● **What is expected**: Go through the material below and report how many lines contain "position". Give only the number.

-- Opening Marker --

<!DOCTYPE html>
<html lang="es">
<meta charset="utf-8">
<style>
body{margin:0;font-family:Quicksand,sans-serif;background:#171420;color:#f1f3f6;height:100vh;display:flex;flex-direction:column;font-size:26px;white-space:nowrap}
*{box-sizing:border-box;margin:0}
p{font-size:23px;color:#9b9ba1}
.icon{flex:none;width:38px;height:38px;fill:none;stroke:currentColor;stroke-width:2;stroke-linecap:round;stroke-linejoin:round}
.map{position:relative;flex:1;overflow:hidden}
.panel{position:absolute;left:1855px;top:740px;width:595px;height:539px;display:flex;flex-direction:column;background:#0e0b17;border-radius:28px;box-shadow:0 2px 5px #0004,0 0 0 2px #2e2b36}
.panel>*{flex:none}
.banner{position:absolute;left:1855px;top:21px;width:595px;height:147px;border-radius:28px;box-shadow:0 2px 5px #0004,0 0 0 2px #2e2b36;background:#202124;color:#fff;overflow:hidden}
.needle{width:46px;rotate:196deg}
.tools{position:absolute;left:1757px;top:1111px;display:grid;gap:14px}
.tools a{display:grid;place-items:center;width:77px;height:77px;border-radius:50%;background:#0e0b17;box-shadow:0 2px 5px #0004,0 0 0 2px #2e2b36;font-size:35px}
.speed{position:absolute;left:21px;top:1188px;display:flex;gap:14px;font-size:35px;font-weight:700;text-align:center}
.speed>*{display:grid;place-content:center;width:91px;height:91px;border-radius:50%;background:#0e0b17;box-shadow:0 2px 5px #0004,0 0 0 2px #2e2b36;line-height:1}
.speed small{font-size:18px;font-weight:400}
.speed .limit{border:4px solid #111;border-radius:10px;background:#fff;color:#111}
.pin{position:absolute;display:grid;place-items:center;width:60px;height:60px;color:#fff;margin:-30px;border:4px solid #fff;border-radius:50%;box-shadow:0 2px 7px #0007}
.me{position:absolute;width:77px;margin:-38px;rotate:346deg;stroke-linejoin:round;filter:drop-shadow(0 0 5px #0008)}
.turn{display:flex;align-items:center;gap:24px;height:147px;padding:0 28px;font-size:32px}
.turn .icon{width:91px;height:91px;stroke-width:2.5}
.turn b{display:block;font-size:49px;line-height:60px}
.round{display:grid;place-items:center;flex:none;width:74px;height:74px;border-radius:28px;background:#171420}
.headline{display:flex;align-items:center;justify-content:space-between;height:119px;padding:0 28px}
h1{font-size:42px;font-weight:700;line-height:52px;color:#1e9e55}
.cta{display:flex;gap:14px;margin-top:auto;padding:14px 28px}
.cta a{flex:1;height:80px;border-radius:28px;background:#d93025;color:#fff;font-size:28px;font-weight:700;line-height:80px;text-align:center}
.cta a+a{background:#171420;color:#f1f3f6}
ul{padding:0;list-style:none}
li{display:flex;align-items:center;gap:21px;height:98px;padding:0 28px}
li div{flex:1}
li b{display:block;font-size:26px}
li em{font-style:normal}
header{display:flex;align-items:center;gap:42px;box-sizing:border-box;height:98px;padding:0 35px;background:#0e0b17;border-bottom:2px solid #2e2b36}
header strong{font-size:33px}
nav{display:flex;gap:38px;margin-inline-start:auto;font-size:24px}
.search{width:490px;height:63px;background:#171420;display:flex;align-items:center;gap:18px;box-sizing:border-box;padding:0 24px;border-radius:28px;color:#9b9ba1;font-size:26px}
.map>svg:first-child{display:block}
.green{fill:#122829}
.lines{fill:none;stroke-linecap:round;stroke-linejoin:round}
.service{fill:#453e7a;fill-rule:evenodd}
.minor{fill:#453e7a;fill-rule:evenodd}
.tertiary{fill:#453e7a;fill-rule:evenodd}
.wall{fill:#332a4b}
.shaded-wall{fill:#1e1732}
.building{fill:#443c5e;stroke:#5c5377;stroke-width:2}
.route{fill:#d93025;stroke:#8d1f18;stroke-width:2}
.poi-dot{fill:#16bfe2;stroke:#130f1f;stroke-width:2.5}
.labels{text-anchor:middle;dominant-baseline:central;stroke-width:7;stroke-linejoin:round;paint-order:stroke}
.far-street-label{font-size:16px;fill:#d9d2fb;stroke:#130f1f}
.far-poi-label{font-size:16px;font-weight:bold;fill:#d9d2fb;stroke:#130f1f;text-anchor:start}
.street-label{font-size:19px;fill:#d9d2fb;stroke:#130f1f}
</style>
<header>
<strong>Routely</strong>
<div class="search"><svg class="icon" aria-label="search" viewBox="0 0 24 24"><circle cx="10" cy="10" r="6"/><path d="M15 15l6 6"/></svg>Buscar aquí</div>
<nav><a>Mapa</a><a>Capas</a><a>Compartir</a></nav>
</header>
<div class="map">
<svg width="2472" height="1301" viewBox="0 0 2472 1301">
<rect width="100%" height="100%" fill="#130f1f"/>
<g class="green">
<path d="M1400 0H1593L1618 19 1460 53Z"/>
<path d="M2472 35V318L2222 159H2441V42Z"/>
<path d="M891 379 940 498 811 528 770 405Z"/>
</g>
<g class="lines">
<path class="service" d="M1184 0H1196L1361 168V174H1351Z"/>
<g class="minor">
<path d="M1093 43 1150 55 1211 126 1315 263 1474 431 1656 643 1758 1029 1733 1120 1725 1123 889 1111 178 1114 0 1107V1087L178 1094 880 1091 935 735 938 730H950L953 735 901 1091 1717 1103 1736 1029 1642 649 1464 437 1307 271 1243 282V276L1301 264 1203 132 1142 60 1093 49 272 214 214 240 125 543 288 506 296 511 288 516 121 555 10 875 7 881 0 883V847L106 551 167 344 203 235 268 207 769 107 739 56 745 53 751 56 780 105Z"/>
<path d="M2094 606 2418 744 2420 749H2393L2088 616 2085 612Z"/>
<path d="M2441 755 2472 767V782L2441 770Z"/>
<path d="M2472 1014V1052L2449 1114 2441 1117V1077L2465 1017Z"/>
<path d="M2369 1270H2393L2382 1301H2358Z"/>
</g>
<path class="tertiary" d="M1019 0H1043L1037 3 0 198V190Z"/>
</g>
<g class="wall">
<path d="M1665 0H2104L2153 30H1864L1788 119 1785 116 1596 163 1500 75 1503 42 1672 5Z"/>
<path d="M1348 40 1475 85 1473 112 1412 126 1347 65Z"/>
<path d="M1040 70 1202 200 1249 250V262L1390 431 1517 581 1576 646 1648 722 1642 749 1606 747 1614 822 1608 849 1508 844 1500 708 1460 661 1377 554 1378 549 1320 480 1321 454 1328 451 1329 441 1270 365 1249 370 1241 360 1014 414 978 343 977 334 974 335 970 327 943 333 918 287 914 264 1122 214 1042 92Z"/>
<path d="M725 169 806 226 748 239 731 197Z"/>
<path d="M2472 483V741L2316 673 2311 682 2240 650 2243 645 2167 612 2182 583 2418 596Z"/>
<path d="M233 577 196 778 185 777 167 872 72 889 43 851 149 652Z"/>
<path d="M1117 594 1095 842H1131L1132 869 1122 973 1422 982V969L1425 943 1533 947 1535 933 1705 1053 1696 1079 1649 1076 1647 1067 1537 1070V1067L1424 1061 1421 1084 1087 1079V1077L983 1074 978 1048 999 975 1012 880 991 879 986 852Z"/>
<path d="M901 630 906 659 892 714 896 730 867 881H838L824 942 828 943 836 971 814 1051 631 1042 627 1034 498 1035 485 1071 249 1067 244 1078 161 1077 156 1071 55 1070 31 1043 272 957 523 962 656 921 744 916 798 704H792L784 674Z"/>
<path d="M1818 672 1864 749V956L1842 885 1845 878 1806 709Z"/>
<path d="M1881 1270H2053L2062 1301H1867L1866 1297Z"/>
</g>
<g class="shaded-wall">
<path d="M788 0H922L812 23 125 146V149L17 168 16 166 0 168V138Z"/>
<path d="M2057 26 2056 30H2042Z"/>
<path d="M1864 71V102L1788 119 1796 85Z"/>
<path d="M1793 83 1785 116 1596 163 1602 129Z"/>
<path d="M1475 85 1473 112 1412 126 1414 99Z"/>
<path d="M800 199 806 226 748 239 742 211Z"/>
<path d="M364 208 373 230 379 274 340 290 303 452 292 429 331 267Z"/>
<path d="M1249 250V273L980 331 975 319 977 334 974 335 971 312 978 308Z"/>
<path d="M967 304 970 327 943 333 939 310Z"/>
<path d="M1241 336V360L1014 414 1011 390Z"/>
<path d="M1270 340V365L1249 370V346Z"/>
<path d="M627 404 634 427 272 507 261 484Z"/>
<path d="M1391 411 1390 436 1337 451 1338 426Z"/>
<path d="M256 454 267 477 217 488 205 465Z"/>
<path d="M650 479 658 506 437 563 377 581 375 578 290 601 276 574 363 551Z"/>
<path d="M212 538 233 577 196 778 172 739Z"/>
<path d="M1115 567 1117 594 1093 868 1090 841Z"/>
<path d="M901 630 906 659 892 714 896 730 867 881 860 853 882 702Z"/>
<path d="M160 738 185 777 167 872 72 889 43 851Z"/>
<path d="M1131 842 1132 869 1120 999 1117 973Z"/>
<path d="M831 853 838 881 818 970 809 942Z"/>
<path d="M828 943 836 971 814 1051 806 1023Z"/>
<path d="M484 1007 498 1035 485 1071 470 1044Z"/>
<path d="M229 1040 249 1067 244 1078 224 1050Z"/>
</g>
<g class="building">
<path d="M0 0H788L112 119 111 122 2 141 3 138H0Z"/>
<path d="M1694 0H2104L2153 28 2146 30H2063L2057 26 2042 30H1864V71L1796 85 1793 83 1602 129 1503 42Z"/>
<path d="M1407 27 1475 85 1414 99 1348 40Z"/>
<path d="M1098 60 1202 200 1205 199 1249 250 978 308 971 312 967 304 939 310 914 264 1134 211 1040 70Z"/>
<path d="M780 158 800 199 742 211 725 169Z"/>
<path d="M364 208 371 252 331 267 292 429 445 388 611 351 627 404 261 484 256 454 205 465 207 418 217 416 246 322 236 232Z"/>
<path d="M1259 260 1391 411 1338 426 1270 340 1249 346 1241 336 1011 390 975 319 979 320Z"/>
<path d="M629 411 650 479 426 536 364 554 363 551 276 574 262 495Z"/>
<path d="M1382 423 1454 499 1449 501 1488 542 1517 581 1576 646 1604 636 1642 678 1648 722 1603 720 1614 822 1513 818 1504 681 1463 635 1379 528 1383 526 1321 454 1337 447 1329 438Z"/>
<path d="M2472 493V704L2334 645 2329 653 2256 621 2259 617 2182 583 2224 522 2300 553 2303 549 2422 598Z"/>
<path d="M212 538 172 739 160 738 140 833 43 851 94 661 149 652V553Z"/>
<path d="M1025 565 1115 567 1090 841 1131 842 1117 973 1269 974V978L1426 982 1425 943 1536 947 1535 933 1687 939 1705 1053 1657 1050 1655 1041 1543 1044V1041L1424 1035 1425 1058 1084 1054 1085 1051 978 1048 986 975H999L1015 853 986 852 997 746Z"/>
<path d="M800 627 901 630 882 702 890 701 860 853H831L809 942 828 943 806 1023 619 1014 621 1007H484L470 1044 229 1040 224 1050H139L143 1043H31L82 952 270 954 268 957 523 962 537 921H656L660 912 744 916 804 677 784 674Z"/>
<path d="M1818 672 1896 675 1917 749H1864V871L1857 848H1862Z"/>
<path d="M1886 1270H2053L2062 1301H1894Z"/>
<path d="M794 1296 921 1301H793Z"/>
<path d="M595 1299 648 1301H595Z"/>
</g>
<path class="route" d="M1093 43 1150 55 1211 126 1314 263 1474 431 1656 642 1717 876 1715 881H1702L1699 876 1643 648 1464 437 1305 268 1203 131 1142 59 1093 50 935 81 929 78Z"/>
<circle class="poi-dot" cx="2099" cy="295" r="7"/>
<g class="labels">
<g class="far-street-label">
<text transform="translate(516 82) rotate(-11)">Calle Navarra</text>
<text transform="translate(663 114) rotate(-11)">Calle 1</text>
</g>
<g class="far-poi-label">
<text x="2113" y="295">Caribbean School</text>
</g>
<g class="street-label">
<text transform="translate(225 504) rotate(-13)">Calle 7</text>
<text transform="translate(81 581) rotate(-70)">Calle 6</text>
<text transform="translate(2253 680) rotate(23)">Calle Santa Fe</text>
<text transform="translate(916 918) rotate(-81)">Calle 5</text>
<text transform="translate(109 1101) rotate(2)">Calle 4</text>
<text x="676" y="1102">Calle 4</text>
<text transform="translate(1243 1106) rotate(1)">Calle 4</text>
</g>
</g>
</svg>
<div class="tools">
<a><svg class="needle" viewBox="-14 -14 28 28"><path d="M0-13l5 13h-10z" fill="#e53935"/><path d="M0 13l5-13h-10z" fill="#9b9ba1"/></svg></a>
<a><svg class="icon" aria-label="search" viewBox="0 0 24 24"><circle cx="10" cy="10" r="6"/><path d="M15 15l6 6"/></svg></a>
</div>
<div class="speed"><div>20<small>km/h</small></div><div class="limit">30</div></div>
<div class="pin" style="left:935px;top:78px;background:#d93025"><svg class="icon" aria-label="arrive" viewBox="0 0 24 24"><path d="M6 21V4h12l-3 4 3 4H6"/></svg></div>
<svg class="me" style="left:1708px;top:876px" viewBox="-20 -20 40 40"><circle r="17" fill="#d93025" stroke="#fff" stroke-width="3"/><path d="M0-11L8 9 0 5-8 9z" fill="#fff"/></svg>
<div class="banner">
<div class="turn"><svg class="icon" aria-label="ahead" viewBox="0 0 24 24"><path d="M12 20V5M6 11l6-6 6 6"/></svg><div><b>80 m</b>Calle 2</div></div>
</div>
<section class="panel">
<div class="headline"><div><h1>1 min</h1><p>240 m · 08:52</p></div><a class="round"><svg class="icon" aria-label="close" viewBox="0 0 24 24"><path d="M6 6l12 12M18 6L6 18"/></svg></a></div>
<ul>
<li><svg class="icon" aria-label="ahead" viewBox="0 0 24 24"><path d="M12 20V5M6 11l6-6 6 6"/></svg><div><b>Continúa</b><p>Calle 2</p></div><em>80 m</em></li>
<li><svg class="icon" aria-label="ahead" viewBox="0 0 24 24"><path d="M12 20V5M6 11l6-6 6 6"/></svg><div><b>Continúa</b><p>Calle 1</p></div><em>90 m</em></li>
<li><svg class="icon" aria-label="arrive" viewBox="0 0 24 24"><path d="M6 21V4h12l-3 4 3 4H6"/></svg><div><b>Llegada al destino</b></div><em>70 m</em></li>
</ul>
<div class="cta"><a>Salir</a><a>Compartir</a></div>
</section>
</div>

-- Closing Marker --

● **Exercise solution**: 7